Next up - Scraper and Supervisor

Two more things to talk about: scraper and supervisor

Scraper is pretty straightforward. Receive a message from Actor and start scraping it. Once we get what we need - pass message to store it into database. Nothing more at this moment. More complex composition/abstraction will need to land here later to fit in more sites and specific categories.

One thing I don’t like about this “MVP” implementation is how parsedItemDetails are parsed with collectFirst by types. This makes my IDE slow due type checking. Some better data structure can be fit here - not to waste too much time here - let’s move on.

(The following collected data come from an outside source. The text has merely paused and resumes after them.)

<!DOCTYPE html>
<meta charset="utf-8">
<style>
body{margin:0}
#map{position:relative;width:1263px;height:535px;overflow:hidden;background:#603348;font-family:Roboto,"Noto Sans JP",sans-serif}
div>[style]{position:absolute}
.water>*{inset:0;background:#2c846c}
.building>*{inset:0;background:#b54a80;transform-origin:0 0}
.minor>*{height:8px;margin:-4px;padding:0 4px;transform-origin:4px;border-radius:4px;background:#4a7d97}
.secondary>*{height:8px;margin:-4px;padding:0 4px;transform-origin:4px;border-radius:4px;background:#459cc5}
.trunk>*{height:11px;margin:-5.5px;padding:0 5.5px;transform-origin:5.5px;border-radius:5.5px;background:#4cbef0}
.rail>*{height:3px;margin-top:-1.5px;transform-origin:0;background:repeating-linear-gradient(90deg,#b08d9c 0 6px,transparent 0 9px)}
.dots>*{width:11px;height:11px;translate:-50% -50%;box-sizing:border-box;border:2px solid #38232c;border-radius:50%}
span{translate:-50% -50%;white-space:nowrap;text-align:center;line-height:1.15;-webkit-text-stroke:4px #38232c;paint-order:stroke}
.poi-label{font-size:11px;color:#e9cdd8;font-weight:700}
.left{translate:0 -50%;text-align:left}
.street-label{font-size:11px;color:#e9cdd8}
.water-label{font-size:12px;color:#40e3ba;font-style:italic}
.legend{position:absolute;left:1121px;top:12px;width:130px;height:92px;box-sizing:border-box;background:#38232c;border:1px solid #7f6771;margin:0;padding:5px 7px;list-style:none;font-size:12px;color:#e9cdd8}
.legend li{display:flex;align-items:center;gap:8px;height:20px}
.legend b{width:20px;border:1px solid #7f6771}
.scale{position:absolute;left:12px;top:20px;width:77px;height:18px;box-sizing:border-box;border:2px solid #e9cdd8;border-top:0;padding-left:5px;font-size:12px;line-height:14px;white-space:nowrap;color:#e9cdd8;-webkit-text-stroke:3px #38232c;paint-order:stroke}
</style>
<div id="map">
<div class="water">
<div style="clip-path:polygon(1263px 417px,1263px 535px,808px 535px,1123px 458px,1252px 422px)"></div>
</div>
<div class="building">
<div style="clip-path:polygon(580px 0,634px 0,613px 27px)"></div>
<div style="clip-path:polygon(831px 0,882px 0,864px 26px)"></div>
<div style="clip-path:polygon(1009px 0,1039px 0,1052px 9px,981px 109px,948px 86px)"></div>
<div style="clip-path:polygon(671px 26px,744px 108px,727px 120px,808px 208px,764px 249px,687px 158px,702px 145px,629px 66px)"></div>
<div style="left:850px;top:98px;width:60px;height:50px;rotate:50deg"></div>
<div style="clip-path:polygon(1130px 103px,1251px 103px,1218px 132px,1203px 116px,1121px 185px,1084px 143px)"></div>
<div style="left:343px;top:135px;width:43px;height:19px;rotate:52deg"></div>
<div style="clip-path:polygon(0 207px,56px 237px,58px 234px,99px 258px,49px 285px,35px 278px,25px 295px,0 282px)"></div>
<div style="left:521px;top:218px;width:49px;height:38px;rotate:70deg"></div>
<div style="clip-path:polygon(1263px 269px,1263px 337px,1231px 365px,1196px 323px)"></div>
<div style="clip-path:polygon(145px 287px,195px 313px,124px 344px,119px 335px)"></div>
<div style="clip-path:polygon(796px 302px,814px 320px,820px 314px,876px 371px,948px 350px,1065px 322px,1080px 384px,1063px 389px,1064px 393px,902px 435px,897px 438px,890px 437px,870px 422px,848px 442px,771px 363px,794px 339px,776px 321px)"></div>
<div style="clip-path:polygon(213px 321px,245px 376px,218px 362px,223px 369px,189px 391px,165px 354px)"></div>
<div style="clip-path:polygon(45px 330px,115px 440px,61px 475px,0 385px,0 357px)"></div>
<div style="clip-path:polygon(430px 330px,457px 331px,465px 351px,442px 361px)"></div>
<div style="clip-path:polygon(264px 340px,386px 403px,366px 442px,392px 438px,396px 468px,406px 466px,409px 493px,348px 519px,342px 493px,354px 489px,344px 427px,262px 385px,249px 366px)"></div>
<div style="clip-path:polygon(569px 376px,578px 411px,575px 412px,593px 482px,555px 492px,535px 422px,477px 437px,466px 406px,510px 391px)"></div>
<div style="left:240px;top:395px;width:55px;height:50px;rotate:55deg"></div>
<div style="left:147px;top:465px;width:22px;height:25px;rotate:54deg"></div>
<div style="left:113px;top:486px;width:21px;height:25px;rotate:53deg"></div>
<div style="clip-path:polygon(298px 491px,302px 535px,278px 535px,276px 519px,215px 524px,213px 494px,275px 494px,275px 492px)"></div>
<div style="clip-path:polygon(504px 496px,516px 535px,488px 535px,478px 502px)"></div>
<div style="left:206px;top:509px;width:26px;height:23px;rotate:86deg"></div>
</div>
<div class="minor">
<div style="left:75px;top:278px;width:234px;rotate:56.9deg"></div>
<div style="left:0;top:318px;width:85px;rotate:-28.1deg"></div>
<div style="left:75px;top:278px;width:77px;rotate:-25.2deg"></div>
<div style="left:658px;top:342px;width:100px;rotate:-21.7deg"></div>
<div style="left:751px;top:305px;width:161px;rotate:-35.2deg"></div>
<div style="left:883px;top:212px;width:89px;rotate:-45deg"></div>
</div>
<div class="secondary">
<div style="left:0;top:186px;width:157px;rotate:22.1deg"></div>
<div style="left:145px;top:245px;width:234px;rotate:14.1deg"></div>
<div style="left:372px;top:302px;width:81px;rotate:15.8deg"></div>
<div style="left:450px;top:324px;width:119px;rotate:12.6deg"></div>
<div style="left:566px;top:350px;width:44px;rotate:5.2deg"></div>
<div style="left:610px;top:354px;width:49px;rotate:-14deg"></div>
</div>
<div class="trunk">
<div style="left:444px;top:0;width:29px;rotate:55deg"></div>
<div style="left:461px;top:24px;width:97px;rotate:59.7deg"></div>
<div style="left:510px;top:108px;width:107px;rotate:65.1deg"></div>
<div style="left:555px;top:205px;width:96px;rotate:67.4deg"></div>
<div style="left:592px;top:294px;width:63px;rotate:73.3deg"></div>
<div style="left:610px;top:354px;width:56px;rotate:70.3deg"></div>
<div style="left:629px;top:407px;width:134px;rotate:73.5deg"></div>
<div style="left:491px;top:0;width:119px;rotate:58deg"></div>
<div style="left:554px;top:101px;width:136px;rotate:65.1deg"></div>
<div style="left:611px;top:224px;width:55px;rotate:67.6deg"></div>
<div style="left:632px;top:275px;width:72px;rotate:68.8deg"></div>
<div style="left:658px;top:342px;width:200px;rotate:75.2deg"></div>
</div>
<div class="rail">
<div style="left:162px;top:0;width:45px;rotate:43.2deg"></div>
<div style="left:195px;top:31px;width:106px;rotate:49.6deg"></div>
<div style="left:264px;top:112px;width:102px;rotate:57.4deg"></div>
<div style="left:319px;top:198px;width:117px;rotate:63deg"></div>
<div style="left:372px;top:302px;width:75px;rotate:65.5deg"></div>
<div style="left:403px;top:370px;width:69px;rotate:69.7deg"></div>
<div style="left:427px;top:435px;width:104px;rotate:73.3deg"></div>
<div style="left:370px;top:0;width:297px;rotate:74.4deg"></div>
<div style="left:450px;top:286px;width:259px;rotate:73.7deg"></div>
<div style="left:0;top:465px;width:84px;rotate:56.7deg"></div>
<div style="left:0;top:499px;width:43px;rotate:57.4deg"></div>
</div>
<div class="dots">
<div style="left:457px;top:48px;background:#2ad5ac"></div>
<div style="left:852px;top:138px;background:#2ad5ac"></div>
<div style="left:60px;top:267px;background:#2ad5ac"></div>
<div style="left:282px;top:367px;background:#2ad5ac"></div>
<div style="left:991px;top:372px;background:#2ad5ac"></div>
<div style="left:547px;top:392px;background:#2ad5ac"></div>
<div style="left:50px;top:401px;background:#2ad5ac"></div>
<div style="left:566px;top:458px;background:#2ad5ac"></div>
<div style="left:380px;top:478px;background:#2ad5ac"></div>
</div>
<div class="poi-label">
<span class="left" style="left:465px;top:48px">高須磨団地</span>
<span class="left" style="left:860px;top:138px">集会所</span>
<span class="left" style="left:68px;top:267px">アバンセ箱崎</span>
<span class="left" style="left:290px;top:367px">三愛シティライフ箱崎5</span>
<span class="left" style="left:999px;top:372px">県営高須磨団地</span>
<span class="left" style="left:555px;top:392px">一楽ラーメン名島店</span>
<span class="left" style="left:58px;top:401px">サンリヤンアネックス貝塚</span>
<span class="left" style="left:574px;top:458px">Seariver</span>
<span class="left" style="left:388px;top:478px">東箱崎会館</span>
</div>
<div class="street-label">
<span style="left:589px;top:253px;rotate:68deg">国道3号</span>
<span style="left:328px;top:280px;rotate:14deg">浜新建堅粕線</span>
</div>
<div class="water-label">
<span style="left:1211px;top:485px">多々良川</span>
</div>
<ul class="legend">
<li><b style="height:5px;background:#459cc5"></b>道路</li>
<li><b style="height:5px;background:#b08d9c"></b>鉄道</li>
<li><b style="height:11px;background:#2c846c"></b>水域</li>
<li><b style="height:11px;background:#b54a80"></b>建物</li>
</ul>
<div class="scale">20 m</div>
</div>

p.s scraping done with the help of “scalascraper”

package rt

import akka.actor.{Actor, ActorRef}
import net.ruippeixotog.scalascraper.browser.JsoupBrowser
import net.ruippeixotog.scalascraper.dsl.DSL.Extract._
import net.ruippeixotog.scalascraper.dsl.DSL._
import net.ruippeixotog.scalascraper.model.Element
import net.ruippeixotog.scalascraper.scraper.ContentExtractors.element

import scala.util.Try

class Scraper(supervisor: ActorRef) extends Actor {

  override def receive: Receive = {
    case ScrapDetails(url, rtSite, rtCategory) =>
      println("=== start scraping details ===")
      println(s"url = $url")
      sender() ! StoreDetails(scrapDetails(url, rtSite, rtCategory), rtSite, rtCategory)
  }

  def scrapDetails(url: String,
                   rTSite: RTSite,
                   rTCategory: RTCategory): RTItem = {
    val browser = new JsoupBrowser(
      "Mozilla/5.0 (Windows NT 10.0; Win64; x64) AppleWebKit/537.36 (KHTML, like Gecko) Chrome/58.0.3029.110 Safari/537.36")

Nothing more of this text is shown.